If there were not so many flushometers they make diaphragms that helps to reduce we're completely and water hammer if there were no way to get a hammer arrestor in its proper place.


----------



## newyorkcity (Nov 25, 2010)

Good point - most of the building has been repiped with no air chambers or water hammer arrestors, but it couldn't hurt to drain down the building and refill to empty the air chambers, if they exist.


----------



## Gettinit (May 9, 2012)

newyorkcity said:


> Good point - most of the building has been repiped with no air chambers or water hammer arrestors, but it couldn't hurt to drain down the building and refill to empty the air chambers, if they exist.

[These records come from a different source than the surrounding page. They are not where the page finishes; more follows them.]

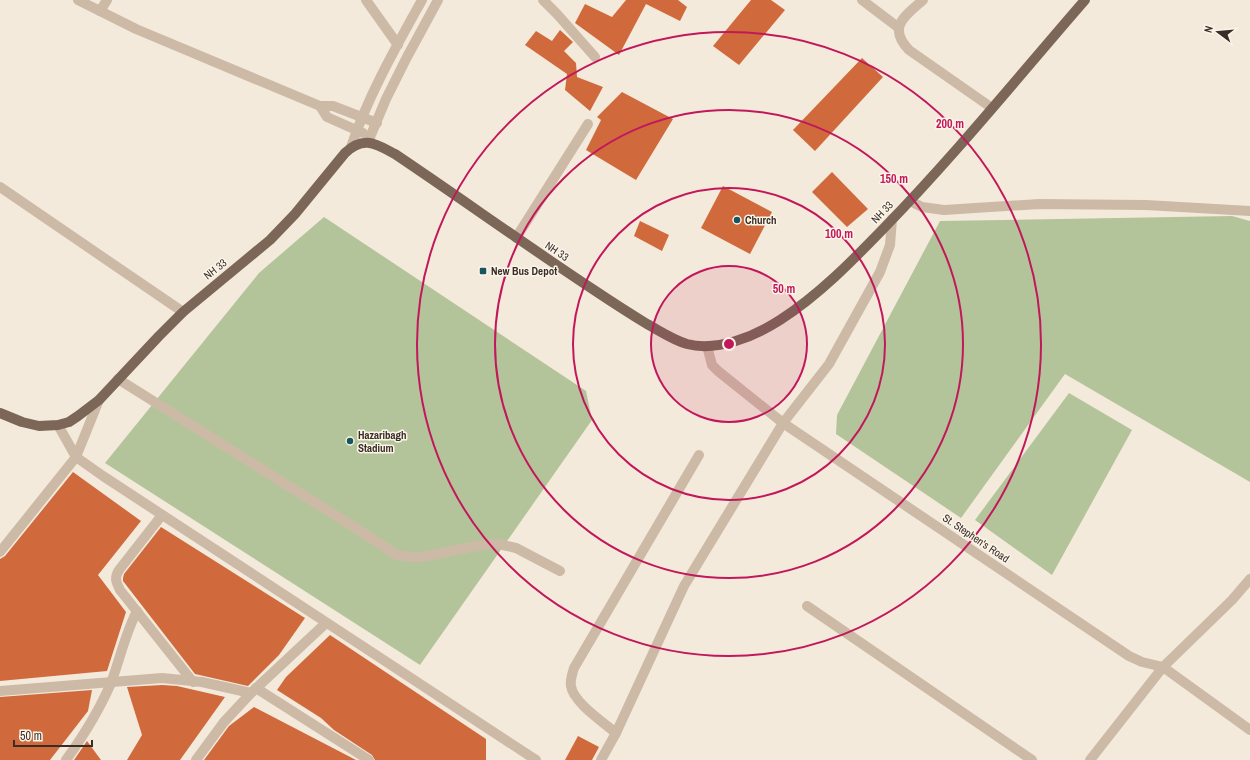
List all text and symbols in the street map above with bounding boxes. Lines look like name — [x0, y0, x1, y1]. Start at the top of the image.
north arrow — [1198, 12, 1238, 52]
text: N — [1201, 24, 1216, 34]
text: 200 m — [936, 116, 964, 132]
text: 150 m — [880, 171, 908, 187]
street label: NH 33 — [868, 198, 896, 226]
place label: Church — [745, 213, 777, 227]
marker: Church — [732, 215, 742, 225]
text: 100 m — [825, 226, 853, 242]
street label: NH 33 — [542, 238, 572, 264]
street label: NH 33 — [201, 256, 229, 282]
place label: New Bus Depot — [491, 264, 557, 278]
marker: New Bus Depot — [478, 266, 488, 276]
text: 50 m — [773, 281, 795, 297]
centre of rings — [722, 337, 736, 351]
place label: Hazaribagh Stadium — [358, 428, 407, 455]
marker: Hazaribagh Stadium — [345, 436, 355, 446]
street label: St. Stephen's Road — [940, 511, 1012, 565]
scale bar — [14, 722, 92, 748]
text: 50 m — [20, 728, 42, 744]

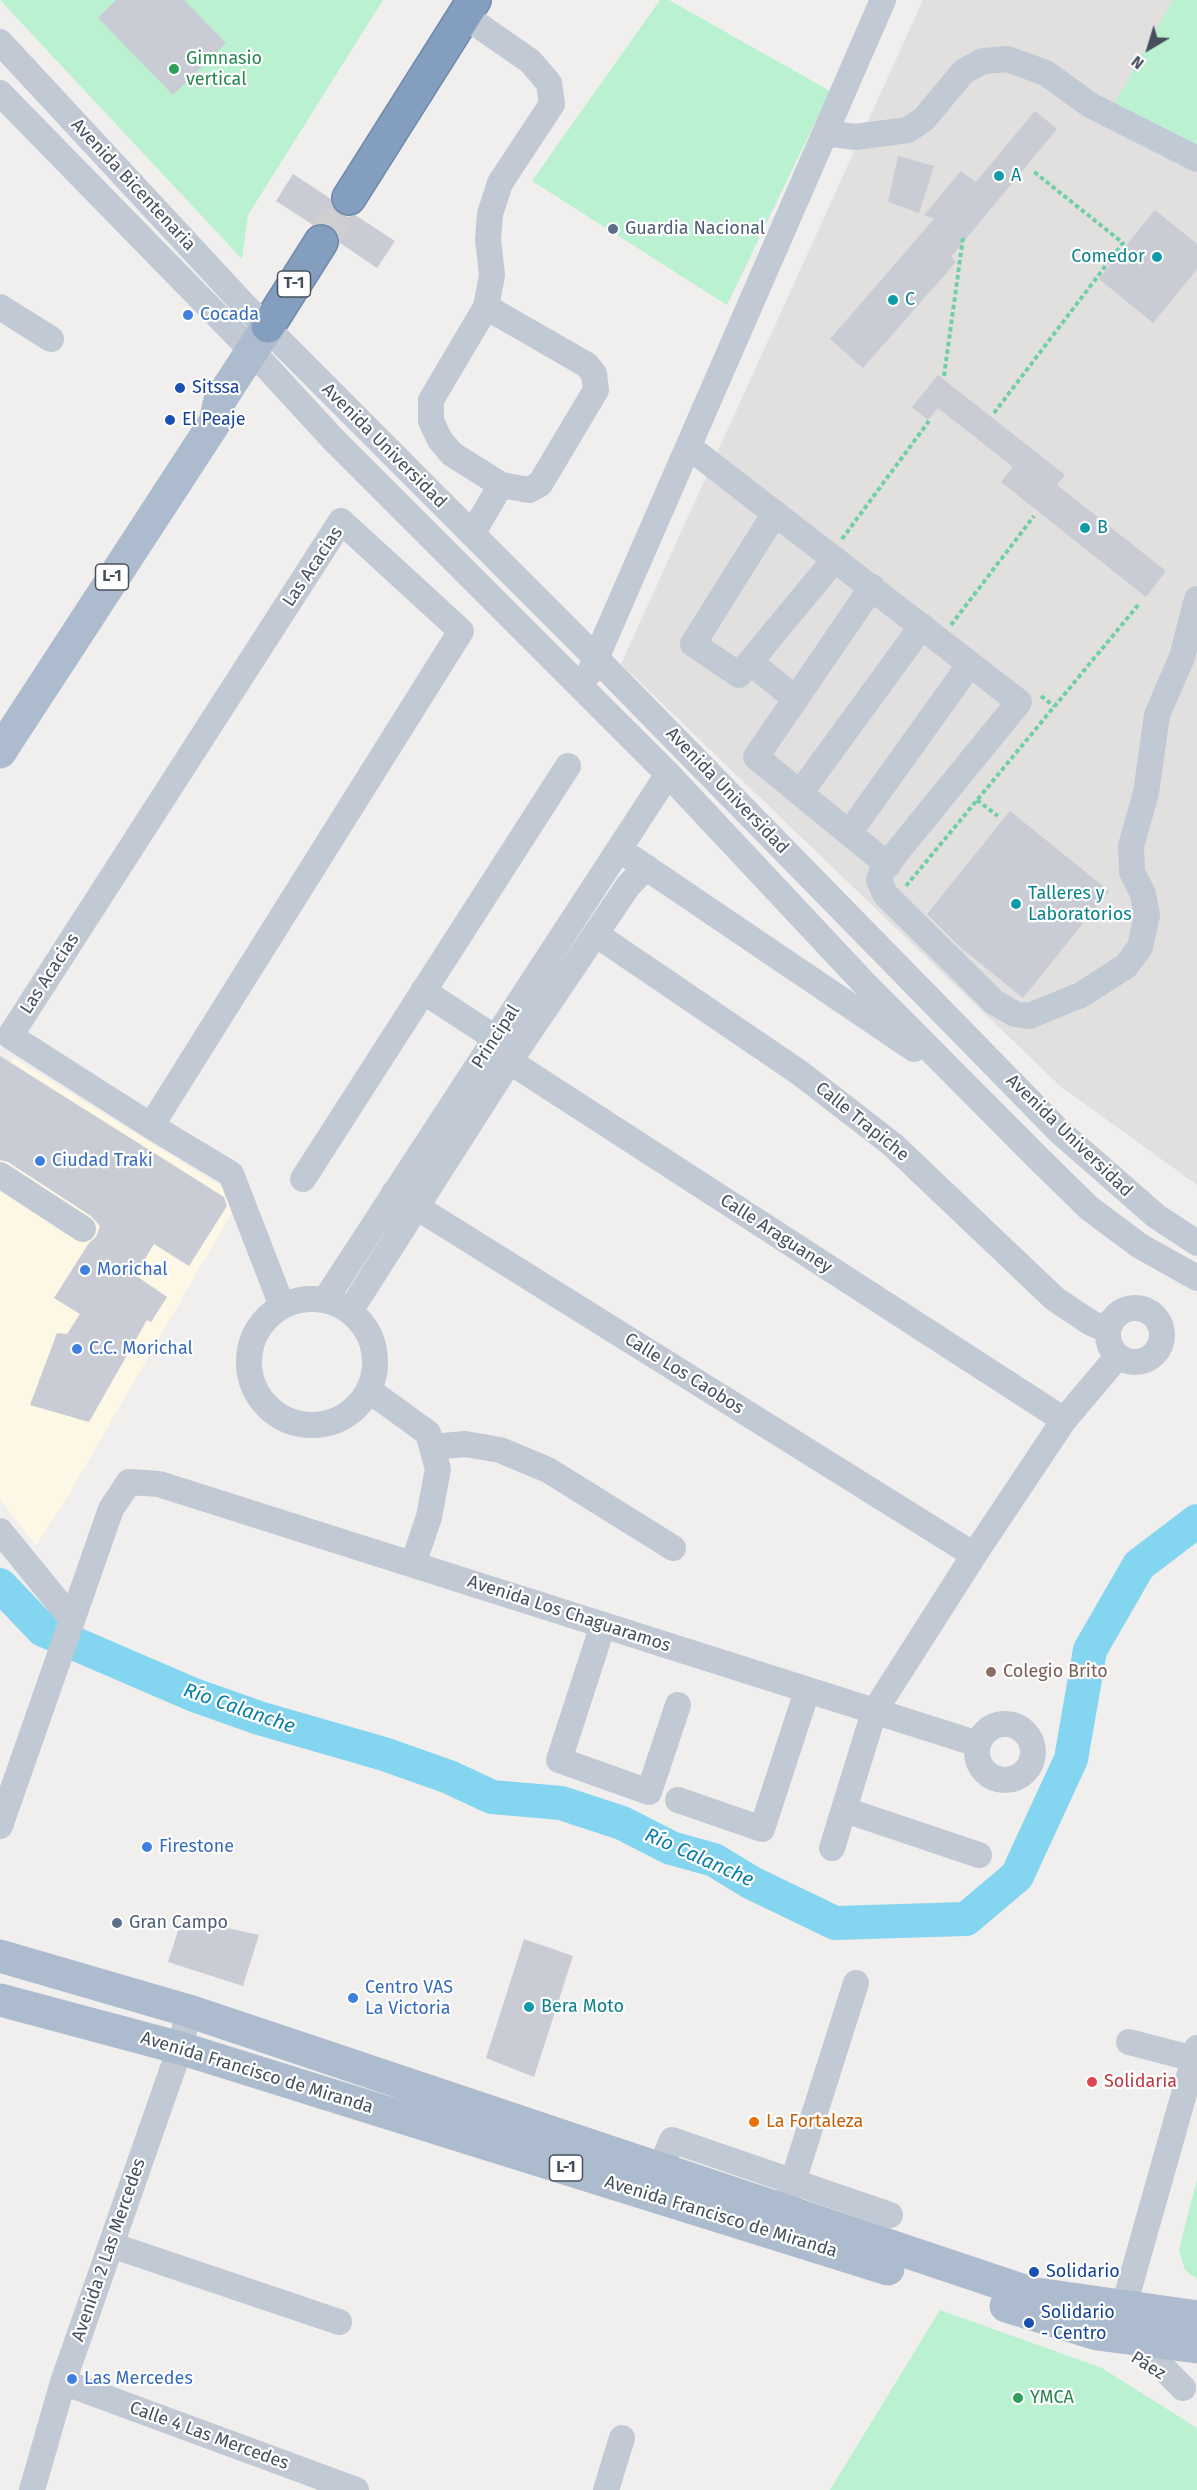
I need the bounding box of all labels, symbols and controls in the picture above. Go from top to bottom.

I would put it in writing that I will not be responsible for any flushometers that need to be rebuilt. I am certain you will have some to get trash in and need to be replaced. If that was the case I would go back with those special diaphragms as an extra precaution.


----------



## stillaround (Mar 11, 2009)

What kind of pressure tank...typical tank with air compressor???? That eliminates all piping before the tank. Assuming the level is proper in the sight glass, look for the longest run after the tank.


----------



## Gettinit (May 9, 2012)

Is there a PRV in the sixth floor or roof? If they are over sized they will chatter when new and get worse with age since they may be just barely opening on low flow conditions.


----------



## Mississippiplum (Sep 30, 2011)

The pressure tank could be waterlogged, that could cause chattering/hammering

sent from the jobsite porta-potty


----------



## newyorkcity (Nov 25, 2010)

No prv, and the pressure tank is 2/3 full of water. How do you figure out what the air pressure should be?


----------



## pilot light (Apr 21, 2012)

Iam going to go with a quick closing malfuntioning solenoid valve.:thumbsup:


----------



## Gettinit (May 9, 2012)

newyorkcity said:


> No prv, and the pressure tank is 2/3 full of water. How do you figure out what the air pressure should be?

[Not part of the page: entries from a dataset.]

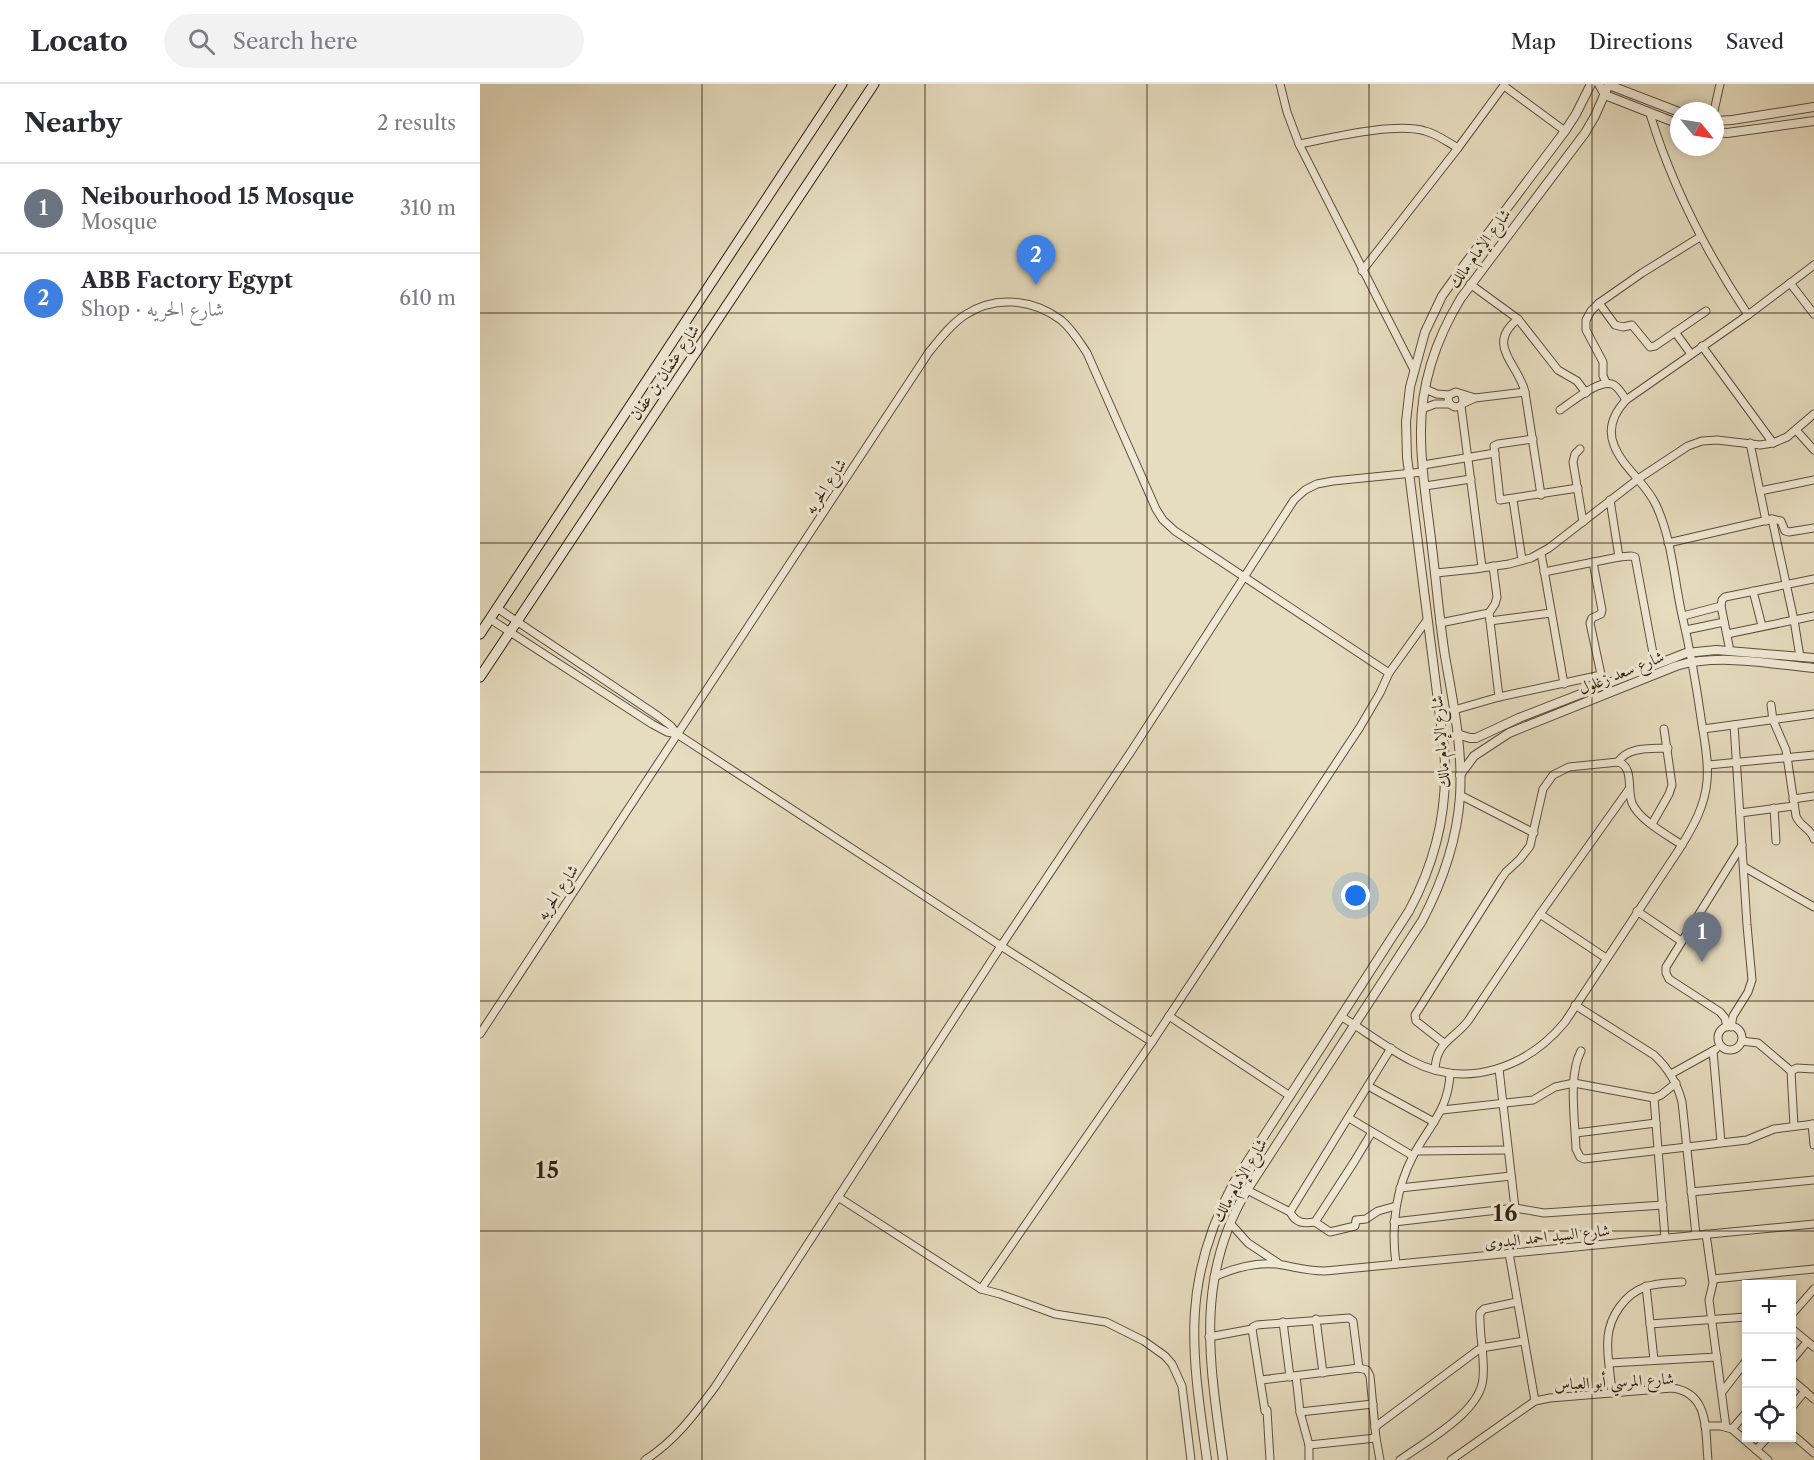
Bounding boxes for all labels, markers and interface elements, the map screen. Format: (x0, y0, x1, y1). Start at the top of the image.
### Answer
search box (164, 14, 584, 68)
text: Locato (30, 24, 128, 58)
icon: search (185, 25, 218, 58)
text: Search here (233, 28, 358, 55)
text: Map (1511, 29, 1556, 54)
text: Directions (1589, 29, 1693, 54)
text: Saved (1726, 29, 1784, 54)
north arrow (1670, 102, 1724, 156)
text: Nearby (24, 107, 122, 139)
text: 2 results (377, 111, 456, 135)
text: Neibourhood 15 Mosque (81, 183, 354, 210)
text: 1 (39, 196, 48, 220)
text: 310 m (400, 196, 456, 220)
street label: شارع الإمام مالك (1444, 204, 1518, 294)
text: Mosque (81, 210, 157, 234)
pin: 2 (1016, 236, 1056, 285)
text: ABB Factory Egypt (81, 267, 293, 294)
text: 2 (38, 286, 49, 310)
text: 610 m (399, 286, 456, 310)
text: Shop · شارع الحريه (81, 297, 224, 321)
street label: شارع عثمان بن عفان (625, 320, 707, 426)
street label: شارع الحريه (800, 454, 854, 520)
street label: شارع سعد زغلول (1575, 646, 1668, 702)
street label: شارع الإمام مالك (1426, 694, 1459, 789)
street label: شارع الحريه (532, 860, 586, 926)
your location (1341, 881, 1370, 910)
pin: 1 (1682, 912, 1722, 962)
street label: شارع الإمام مالك (1207, 1135, 1275, 1228)
district label: 15 (535, 1157, 561, 1184)
district label: 16 (1493, 1200, 1519, 1227)
street label: شارع السيد احمد البدوى (1483, 1219, 1611, 1257)
map controls (1742, 1280, 1796, 1442)
button: + (1742, 1280, 1796, 1334)
button: − (1742, 1334, 1796, 1388)
street label: شارع المرسي أبو العباس (1553, 1367, 1675, 1400)
button: locate (1742, 1388, 1796, 1442)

You cannot do it while there is water pressure on it. If it is part of a booster pump set up, consult the manufacturer. They will have the drawings and what the engineers determined for your correct pressure for that particular building. If this is a booster set up the tank should be on the top floor and pumps in the basement.


----------



## stillaround (Mar 11, 2009)

newyorkcity said:


> What could be the causes of water hammer in this scenario:
> -you hear it in the basement only
> -6 story, 72 family building
> -flushometers
> ...


 At your convenience check out some of the science on water hammer. The formulas are hairy but some of the basic concepts can help track out a source.
Water hammer initial pulse is caused by an uninterupted mass of water quickly shut off. The mass ( weight ) of that water creates a spike in pressure and can bounce back and forth at very high velocity. Long piping runs as in the basemant could be "interrupted" by changes in direction or anything that can relieve the physics of the situation, like WHA's....some severe conditions are best served by an engineer. Check the end of a long horizontal for arrestors and remember , the longer the uninterrupted run and the quicker the closing..the worse it gets.


----------



## user8031 (Dec 14, 2011)

Air chambers are garbage, and pretty much serve no purpose. The air hammer arrestor or mechanical air chambers are permitted here in Michigan, unlike the "air chamber". But even those have a shelf life and eventually fail. Perhaps you could have some sort of failure going on. You would be surprised how many plumbers think they last forever. Just trying to help, based off of your description. Good Luck.


----------



## Don The Plumber (Feb 14, 2010)

stillaround said:


> At your convenience check out some of the science on water hammer. The formulas are hairy but some of the basic concepts can help track out a source.
> Water hammer initial pulse is caused by an uninterupted mass of water quickly shut off. The mass ( weight ) of that water creates a spike in pressure and can bounce back and forth at very high velocity. Long piping runs as in the basemant could be "interrupted" by changes in direction or anything that can relieve the physics of the situation, like WHA's....some severe conditions are best served by an engineer. Check the end of a long horizontal for arrestors and remember , the longer the uninterrupted run and the quicker the closing..the worse it gets.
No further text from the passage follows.